The best lactation consultants are highly enthusiastic about their work. They view what they do less as a job and more as a calling. They take pride in the constructive role they play in helping mothers and newborns develop close and mutually beneficial connections. Successful lactation consultants know they’re providing a unique service while filling an important niche that might have been overlooked in the past, and that helps them remain compassionately engaged with their profession.
This guide is designed to help you learn and understand how to be a teacher and establish yourself with a career in education. We discussed how long it takes to become a teacher, typical salary expectations, how to get a teaching certificate if you already have a bachelor’s degree and more.
The following are some guides that we plan to add in the future for various specialties:
- how to become a high school teacher
- how to become a middle school teacher
- how to become an elementary school teacher
- how to become a kindergarten teacher
- how to become a preschool teacher
- how to become a teaching assistant
- how to become a PE teacher (gym teacher)

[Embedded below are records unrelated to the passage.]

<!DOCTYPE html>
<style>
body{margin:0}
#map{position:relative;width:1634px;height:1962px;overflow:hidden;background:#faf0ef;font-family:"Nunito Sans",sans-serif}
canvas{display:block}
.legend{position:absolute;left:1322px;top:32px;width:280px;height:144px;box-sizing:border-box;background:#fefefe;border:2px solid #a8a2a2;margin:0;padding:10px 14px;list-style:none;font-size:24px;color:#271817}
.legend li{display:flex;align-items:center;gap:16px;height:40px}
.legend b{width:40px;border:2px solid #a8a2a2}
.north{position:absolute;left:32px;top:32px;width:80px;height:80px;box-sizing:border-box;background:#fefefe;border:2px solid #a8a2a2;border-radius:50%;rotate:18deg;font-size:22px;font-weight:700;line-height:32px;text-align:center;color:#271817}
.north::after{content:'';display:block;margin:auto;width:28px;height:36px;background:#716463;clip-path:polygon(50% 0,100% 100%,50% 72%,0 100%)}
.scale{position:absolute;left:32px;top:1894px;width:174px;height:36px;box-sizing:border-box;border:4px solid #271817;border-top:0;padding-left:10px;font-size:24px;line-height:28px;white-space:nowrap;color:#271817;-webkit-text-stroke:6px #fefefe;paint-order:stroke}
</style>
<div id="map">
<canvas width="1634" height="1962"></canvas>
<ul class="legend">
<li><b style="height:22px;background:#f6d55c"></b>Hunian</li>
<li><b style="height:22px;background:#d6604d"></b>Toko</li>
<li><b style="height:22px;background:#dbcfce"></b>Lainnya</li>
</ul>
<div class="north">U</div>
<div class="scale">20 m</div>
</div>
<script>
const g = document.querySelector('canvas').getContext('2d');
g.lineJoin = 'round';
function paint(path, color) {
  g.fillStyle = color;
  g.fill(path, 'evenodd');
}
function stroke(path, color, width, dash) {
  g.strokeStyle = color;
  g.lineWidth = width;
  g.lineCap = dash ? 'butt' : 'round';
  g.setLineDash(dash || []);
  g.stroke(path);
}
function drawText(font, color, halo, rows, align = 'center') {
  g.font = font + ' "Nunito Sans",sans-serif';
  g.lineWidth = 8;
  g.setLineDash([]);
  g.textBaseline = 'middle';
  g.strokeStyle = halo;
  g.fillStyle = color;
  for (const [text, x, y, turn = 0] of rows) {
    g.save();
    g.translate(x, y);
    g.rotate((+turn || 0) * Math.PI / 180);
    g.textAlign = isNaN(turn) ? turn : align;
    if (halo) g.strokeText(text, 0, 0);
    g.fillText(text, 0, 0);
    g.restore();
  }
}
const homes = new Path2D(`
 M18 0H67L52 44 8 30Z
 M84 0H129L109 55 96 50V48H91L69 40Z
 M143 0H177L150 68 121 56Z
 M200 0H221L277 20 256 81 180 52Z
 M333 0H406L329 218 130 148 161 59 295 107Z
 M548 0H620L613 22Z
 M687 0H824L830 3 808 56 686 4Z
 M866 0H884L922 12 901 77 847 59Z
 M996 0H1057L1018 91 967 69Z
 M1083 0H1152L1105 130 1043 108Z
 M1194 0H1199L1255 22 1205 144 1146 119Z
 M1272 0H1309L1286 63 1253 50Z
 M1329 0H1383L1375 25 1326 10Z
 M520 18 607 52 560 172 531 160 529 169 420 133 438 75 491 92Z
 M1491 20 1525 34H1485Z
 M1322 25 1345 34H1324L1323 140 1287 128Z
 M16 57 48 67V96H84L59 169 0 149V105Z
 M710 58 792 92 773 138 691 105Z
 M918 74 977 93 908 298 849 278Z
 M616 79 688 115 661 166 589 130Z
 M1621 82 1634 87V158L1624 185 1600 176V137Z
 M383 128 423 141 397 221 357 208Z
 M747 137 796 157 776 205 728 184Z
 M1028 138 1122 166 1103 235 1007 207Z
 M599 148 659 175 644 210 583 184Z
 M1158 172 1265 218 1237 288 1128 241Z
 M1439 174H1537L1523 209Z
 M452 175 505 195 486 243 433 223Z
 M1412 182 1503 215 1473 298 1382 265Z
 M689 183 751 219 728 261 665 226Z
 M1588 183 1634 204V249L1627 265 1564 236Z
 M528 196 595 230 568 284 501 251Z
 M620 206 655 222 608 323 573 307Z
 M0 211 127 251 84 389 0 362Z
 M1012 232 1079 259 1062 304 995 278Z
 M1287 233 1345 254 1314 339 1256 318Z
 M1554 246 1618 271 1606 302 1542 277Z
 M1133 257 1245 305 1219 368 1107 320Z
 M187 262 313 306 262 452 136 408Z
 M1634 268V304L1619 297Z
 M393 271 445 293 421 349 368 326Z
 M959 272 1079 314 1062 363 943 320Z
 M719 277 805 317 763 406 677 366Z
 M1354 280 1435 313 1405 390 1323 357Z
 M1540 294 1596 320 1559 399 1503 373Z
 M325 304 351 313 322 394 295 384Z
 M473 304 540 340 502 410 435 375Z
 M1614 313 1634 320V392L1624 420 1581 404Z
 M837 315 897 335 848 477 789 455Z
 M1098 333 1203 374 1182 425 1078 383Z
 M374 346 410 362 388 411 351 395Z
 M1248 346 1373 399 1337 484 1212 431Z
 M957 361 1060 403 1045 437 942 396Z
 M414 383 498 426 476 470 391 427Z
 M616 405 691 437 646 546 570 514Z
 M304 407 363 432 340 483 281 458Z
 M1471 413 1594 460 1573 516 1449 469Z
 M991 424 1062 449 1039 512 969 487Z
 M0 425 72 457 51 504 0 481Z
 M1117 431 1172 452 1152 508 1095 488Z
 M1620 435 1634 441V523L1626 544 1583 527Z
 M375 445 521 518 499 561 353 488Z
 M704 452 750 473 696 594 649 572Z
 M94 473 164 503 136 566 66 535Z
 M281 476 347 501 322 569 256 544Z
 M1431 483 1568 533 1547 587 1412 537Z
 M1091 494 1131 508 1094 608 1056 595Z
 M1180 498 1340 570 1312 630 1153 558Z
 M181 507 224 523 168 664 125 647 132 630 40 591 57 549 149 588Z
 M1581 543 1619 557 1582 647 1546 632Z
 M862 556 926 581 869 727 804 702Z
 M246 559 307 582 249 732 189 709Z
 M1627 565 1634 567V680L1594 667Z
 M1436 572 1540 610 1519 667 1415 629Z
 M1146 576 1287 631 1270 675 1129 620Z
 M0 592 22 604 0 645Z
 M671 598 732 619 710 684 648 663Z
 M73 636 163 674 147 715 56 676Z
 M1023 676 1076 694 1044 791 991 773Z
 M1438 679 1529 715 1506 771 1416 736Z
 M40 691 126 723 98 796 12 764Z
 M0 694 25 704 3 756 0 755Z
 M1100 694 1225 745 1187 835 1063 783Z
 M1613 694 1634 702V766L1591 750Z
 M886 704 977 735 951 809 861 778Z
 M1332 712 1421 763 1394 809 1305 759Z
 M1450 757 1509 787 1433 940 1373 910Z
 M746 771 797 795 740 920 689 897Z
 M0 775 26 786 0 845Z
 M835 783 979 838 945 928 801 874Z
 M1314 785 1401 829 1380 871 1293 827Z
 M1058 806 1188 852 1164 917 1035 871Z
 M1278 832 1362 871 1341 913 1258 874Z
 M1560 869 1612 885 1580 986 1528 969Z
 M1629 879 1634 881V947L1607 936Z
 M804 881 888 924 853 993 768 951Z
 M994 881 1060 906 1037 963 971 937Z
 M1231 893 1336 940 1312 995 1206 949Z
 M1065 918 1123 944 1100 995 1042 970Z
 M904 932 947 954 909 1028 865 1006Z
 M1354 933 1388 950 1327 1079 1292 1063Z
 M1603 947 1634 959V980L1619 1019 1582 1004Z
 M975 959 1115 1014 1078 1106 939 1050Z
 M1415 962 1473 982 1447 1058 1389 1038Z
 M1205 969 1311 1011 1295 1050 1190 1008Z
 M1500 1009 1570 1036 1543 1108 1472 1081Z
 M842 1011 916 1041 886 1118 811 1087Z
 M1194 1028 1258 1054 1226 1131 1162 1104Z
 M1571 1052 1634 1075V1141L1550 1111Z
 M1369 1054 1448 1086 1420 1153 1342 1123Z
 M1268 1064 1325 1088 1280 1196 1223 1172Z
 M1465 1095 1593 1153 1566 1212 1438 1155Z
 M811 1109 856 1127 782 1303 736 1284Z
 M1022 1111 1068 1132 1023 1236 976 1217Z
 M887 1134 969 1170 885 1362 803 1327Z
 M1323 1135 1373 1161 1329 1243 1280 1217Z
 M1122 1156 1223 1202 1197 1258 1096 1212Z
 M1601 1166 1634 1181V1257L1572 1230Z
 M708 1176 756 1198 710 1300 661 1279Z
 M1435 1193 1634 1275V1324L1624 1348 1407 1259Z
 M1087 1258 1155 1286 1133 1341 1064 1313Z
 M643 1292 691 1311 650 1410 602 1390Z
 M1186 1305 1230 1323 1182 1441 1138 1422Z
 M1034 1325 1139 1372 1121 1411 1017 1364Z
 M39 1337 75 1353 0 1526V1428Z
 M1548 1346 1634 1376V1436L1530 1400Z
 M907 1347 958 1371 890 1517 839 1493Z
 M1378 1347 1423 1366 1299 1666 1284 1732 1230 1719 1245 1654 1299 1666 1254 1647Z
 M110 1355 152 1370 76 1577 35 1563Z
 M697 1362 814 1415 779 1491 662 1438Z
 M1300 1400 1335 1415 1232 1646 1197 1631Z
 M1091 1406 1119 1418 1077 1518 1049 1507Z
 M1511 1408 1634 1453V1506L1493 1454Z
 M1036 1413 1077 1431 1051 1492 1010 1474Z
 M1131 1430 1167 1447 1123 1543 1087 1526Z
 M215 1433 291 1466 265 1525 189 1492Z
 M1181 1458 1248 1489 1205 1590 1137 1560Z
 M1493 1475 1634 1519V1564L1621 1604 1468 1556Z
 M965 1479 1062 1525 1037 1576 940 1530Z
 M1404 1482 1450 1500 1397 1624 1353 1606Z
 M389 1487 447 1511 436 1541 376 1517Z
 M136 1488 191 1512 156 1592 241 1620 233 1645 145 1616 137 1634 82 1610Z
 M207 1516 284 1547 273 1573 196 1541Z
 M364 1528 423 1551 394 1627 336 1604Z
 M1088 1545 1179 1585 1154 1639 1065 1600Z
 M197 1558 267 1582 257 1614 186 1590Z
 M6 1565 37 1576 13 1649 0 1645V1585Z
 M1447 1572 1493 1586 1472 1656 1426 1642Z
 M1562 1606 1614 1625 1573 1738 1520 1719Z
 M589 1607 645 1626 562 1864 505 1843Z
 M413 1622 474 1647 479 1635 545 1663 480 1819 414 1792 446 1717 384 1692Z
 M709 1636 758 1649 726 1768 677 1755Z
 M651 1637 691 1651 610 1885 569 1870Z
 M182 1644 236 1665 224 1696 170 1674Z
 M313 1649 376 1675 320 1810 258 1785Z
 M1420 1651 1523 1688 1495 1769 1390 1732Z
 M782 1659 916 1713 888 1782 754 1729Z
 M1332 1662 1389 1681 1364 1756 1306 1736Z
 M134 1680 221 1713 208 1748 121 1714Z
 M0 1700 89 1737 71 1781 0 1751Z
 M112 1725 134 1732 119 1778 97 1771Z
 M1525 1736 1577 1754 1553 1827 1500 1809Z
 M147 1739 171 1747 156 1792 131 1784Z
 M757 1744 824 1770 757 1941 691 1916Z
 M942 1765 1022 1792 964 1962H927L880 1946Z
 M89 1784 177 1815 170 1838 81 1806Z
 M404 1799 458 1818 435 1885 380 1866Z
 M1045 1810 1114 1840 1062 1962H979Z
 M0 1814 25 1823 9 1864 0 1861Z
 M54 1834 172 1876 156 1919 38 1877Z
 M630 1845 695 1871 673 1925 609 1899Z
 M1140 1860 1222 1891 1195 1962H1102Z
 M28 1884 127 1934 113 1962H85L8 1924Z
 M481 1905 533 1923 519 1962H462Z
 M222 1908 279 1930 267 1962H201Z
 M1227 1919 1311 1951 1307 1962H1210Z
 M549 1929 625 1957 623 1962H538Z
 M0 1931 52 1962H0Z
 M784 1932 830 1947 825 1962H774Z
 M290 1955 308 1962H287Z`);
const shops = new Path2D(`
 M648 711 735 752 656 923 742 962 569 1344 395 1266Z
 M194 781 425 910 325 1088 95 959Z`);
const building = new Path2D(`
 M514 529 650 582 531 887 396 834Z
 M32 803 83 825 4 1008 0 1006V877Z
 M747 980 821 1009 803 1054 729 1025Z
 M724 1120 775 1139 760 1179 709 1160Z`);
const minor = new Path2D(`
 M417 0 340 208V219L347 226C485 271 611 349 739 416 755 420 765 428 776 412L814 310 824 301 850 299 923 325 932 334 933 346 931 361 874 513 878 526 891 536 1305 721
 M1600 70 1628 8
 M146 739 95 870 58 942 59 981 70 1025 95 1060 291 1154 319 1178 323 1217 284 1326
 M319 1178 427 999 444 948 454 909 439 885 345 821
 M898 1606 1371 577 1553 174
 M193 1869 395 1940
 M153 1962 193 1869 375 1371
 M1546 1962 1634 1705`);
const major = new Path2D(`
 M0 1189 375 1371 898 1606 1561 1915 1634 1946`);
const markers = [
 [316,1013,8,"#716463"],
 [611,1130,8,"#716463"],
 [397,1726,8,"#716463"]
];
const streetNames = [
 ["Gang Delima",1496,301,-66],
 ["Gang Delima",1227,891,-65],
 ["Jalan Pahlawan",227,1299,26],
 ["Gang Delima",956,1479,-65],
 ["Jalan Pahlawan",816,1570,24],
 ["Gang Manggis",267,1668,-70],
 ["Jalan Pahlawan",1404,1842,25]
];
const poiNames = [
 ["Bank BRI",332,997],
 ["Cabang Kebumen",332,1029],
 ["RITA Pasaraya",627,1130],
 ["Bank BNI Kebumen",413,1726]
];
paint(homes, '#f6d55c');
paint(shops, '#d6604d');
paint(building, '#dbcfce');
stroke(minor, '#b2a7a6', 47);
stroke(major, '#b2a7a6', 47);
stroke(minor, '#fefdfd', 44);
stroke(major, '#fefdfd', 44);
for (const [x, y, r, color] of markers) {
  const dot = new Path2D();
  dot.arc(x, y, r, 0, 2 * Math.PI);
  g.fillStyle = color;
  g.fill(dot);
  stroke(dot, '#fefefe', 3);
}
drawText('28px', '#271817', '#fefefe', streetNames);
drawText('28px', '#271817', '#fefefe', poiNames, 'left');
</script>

- how to become an art teacher
- how to become a history teacher
- how to become an English teacher
- how to become a special education teacher
The field of education is in desperate need for devoted and effective teachers and we hope to play our part in helping to get prospective teachers in to the classroom. Spread the word and share this guide on how to become a teacher with those you think may be interested or who might make great educators.
Or check out our guide on how to become a veterinary assistant.